Coins go missing from exchanges, which break the basic private key rule. People use exchanges for convenience because as clever as cryptocurrency is, it has no answer to the exchange problem.
The infrastructure of both payments for goods and services, and for storing your assets.
As of now, paying for goods and services with cryptocurrencies is relatively risky; it's hard to get recourse if you're scammed; and the standard credit card infrastructure with chargebacks and fraud protection is comparably more trustworthy.
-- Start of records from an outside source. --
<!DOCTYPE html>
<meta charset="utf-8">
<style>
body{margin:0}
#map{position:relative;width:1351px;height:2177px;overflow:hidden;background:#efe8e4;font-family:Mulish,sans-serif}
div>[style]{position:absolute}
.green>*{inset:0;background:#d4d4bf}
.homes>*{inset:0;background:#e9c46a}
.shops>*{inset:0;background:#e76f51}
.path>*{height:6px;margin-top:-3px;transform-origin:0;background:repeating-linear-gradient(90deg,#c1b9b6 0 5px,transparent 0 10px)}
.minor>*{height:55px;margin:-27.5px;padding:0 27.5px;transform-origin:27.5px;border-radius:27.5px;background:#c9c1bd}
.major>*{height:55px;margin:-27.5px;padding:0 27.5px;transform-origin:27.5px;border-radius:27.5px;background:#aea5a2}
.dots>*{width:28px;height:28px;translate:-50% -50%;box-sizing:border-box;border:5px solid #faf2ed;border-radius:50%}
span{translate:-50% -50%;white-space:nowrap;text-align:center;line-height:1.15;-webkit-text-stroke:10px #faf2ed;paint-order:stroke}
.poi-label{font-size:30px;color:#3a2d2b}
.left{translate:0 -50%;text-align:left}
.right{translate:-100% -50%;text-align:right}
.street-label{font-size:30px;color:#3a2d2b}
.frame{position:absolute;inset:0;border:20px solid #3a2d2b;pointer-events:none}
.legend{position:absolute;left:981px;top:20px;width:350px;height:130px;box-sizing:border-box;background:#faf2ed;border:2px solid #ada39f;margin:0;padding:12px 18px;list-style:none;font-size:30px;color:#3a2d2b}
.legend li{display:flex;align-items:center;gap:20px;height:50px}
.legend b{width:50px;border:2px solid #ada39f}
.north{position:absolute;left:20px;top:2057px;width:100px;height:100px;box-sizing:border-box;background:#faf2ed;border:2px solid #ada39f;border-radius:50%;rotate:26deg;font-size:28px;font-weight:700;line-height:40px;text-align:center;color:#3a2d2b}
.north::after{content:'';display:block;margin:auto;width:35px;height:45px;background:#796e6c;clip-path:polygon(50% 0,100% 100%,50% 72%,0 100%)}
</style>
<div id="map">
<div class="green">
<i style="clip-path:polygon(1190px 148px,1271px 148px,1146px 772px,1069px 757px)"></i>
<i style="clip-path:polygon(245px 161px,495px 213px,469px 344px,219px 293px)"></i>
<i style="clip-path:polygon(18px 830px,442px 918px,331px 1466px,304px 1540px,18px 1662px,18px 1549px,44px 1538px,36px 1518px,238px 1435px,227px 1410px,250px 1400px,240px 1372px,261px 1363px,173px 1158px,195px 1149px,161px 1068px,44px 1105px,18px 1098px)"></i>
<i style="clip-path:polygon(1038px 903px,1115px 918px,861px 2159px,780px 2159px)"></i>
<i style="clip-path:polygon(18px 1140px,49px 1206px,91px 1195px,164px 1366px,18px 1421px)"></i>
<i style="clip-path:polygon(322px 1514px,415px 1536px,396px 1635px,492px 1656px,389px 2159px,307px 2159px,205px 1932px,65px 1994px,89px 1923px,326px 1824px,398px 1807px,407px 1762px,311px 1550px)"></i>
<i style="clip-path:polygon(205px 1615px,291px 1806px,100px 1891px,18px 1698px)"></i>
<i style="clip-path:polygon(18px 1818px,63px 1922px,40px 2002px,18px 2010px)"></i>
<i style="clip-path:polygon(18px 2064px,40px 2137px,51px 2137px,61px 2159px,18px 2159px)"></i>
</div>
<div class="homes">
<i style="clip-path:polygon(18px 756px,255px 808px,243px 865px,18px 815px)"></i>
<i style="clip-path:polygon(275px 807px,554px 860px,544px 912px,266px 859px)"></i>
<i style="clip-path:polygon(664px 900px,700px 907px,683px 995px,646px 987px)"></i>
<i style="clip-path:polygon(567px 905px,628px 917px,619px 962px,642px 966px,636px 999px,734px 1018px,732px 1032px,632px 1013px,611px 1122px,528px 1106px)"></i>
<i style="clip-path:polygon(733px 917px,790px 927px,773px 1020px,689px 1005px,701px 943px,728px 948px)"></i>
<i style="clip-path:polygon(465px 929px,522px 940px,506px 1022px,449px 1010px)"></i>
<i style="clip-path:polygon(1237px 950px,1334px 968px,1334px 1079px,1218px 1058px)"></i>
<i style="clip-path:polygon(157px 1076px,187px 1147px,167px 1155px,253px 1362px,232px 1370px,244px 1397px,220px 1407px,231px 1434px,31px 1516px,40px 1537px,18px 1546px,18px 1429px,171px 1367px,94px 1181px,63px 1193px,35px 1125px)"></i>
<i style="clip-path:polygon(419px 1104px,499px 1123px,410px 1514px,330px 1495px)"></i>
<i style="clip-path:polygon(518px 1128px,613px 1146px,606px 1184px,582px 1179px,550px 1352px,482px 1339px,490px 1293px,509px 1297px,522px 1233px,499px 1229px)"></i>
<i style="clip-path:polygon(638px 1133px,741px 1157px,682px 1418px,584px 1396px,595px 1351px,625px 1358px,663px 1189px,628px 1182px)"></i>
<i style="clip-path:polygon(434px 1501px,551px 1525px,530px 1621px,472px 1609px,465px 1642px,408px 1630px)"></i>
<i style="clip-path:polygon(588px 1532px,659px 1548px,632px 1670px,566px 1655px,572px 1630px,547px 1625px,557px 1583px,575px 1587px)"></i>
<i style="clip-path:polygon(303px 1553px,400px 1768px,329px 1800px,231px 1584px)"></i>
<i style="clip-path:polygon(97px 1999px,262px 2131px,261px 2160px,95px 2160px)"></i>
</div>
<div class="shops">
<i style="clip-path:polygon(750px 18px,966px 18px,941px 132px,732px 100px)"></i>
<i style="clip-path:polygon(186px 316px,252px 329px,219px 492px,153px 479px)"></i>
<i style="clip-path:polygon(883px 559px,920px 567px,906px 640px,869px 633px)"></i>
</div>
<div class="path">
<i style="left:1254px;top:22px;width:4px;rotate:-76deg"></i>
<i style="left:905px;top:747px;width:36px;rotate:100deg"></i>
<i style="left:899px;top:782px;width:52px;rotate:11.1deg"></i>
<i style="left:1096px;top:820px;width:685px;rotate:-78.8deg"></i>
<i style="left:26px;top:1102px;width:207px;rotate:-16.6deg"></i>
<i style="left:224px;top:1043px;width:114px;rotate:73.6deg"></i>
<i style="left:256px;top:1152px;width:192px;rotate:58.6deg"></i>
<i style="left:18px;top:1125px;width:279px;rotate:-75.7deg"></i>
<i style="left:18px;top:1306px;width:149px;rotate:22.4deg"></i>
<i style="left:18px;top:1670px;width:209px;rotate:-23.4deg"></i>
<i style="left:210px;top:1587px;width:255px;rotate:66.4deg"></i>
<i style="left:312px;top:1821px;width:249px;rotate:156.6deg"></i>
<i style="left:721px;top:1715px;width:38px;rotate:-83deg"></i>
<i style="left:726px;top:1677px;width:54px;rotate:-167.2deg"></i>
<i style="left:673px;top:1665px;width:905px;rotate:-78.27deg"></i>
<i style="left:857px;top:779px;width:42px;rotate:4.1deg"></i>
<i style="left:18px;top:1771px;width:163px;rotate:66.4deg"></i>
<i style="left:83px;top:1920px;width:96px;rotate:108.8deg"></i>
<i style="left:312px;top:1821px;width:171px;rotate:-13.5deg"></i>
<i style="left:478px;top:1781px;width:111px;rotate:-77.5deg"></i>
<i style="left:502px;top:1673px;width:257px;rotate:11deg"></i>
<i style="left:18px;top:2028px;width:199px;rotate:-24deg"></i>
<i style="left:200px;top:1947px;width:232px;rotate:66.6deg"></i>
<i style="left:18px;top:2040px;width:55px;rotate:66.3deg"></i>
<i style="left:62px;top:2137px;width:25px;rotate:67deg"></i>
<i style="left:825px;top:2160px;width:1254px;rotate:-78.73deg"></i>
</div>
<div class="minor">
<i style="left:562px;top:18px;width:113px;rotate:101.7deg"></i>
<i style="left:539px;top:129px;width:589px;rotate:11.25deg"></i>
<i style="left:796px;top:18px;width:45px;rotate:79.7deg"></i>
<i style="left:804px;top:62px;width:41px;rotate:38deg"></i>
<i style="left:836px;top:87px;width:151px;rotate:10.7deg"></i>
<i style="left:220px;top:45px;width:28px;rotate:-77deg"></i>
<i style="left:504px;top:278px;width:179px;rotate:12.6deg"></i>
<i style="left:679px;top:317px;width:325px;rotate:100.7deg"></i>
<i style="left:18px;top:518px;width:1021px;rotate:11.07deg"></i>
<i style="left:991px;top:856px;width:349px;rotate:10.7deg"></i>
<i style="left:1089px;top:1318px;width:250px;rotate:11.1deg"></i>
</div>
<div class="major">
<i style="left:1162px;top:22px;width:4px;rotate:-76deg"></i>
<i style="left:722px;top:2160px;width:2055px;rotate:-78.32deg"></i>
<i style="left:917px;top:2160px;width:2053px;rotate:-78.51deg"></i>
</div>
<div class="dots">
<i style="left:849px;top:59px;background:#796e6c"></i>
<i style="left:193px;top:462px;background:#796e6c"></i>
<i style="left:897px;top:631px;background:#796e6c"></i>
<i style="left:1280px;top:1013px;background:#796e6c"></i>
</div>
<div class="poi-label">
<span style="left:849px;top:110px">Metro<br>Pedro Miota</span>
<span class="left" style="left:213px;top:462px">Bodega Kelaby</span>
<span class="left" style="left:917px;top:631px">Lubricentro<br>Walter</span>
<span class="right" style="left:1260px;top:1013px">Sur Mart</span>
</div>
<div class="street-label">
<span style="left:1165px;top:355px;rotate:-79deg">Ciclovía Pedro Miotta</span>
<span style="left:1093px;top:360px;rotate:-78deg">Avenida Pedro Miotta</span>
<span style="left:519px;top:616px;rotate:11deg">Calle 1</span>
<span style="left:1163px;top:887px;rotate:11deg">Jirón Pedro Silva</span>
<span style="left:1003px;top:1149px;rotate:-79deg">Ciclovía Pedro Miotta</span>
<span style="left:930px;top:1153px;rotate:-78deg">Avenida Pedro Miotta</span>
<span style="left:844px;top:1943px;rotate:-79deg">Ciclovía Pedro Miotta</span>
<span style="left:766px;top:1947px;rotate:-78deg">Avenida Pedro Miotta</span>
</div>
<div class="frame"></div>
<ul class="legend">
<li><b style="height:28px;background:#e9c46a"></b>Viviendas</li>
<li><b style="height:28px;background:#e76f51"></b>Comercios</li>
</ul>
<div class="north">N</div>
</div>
As of now, storing cryptorcurrencies is risky. And I'm not even talking about the shady brokers/exchanges that can steal or lose their customer's money. You can store it yourself as well as you can - but, as it turns out, most people aren't that good at storing it securely, so all kinds of risks and breaches (e.g. hacking your devices to get access to your secrets) are more common than for bank accounts but, also, the consequences are more severe - if your bank account gets drained in an identity theft attack, very often these funds are recovered or compensated, not so with crypto. So again, the existing financial infrastructure with regulation, FDIC or similar insurance in case of fraud or insolvency, mandated consumer protection in case of scammed credentials - it's more trustworthy than the commonly used processes&procedures&infrastructure of crypto storage.
I don't understand you are talking about theft? like what happens to banks and jewelry stores? like what was happening every day with dollars on far west? and somehow this invalidated the cryptocurrency narrative? how?
In reality most of the exchanges and sites dealing with crypto were (and probably still are) built by absolute amateurs with no checks and balances on their apps from a security perspective. Its scary as hell that people trust those sites with their actual money.
The recent QuadrigaCX fiasco shows this very clearly. The entire exchange (one of the biggest in Canada) was somehow just running on the encrypted laptop of this one guy, and after he suddenly died in December, there is 250 million Canadian Dollars owed to 100k+ customers that nobody can recover, because the guy with the password is dead.
Because your alternative is to trust the crypto infrastructure, which is far less trustworthy.